|
OSXFAQ Mac OS X UNIX Tip-of-the-Day
Scripting One-Liners - Authentication
This week's tips give some useful one-lines that you can incorporate into your Bash scripts.
Suppose you have a script that uses 'sudo' to execute a command as root. When the script executes sudo, the user must authenticate with a password. If the user fails to authenticate then sudo will not run the command and we must terminate the script.
If the script is already part-way through execution we might have to undo some of the stages its already gone through. Ideally, we want to achieve authentication at the start of the scrip, even though the command that requires it occurs later.
To do this we rely on the fact that a sudo authentication is valid for five minutes. Place this line at the start of the script:
sudo -p Admin password echo 2> /dev/null || { echo Incorrect ; exit; }
How does it work? Option -p causes sudo prints a prompt. The sudo command just executes a null echo command. If authentication is not successful, sudo returns failure (or False) and the following statement (after the || 'OR') operator is executed. This statement prints an error message and exits.

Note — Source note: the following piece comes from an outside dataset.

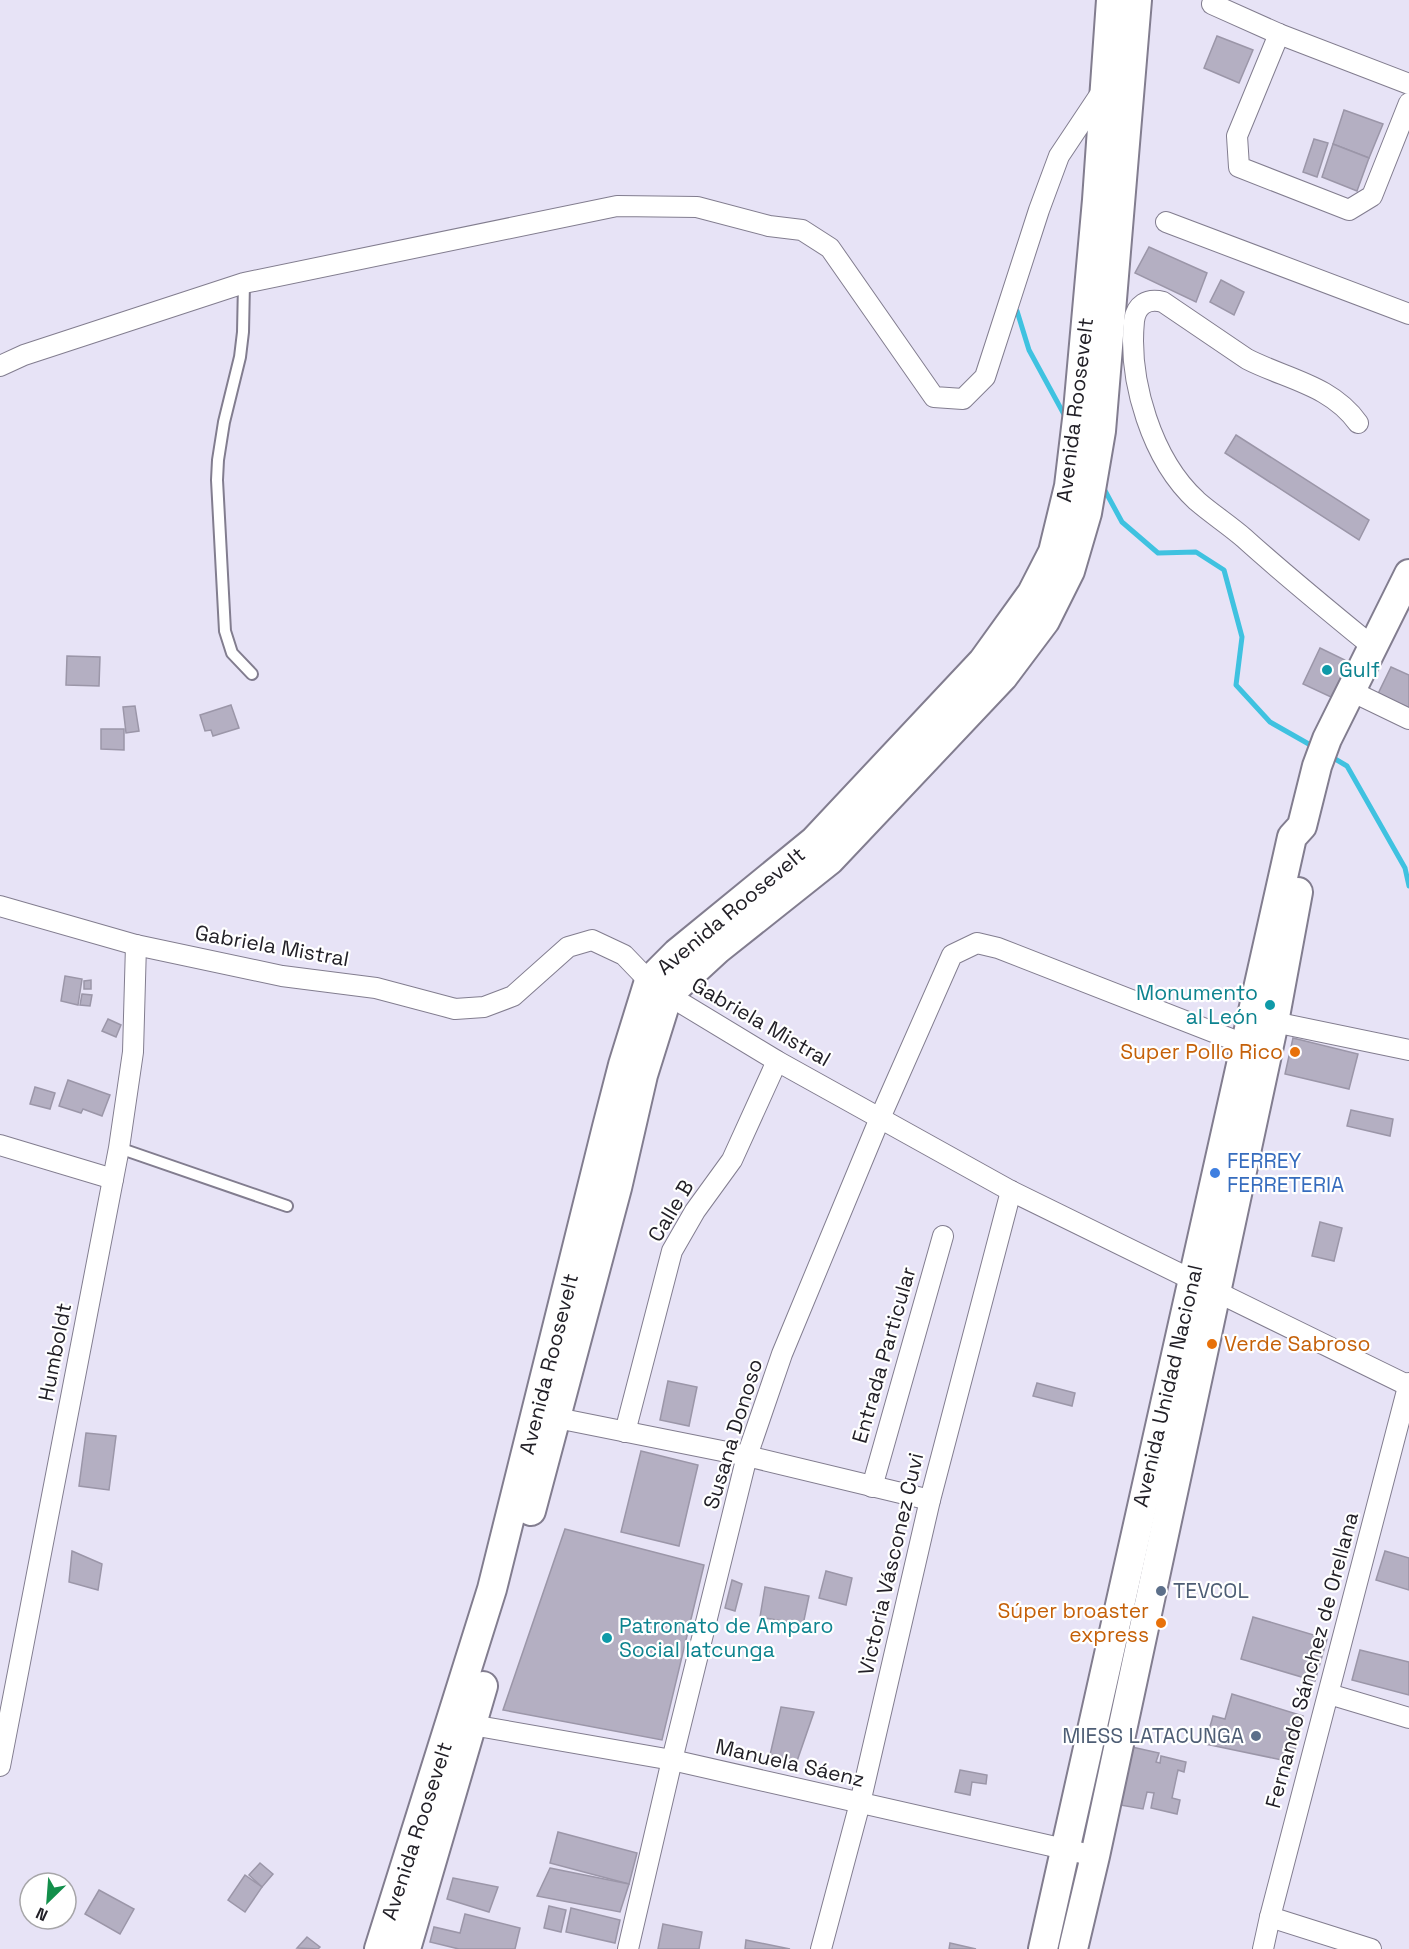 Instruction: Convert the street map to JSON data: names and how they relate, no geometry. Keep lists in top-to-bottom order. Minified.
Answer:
{"streets":{"street":["Avenida Roosevelt","Gabriela Mistral","Calle B","Humboldt","Entrada Particular","Avenida Unidad Nacional","Susana Donoso","Victoria Vásconez Cuvi","Fernando Sánchez de Orellana","Manuela Sáenz"]},"crossings":[["Avenida Roosevelt","Gabriela Mistral"],["Avenida Roosevelt","Manuela Sáenz"],["Gabriela Mistral","Calle B"],["Gabriela Mistral","Humboldt"],["Gabriela Mistral","Avenida Unidad Nacional"],["Gabriela Mistral","Susana Donoso"],["Gabriela Mistral","Victoria Vásconez Cuvi"],["Gabriela Mistral","Fernando Sánchez de Orellana"],["Avenida Unidad Nacional","Susana Donoso"],["Avenida Unidad Nacional","Manuela Sáenz"],["Susana Donoso","Manuela Sáenz"],["Victoria Vásconez Cuvi","Manuela Sáenz"]],"places":["Gulf","Monumento al León","Super Pollo Rico","FERREY FERRETERIA","Verde Sabroso","TEVCOL","Súper broaster express","Patronato de Amparo Social latcunga","MIESS LATACUNGA"],"north":"bottom left"}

If authentication is successful, sudo returns success (or True) and the second statement is skipped.
An OR operator executes its statements only in order to produce a Boolean result, True or False. It reasons that if the first statement yields True, then the second statement needn't be executed because it won't affect the overall result - True OR anything = True.
Similarly, the AND operator (&&) doesn't execute its second statement if the first yields False - False AND anything = False.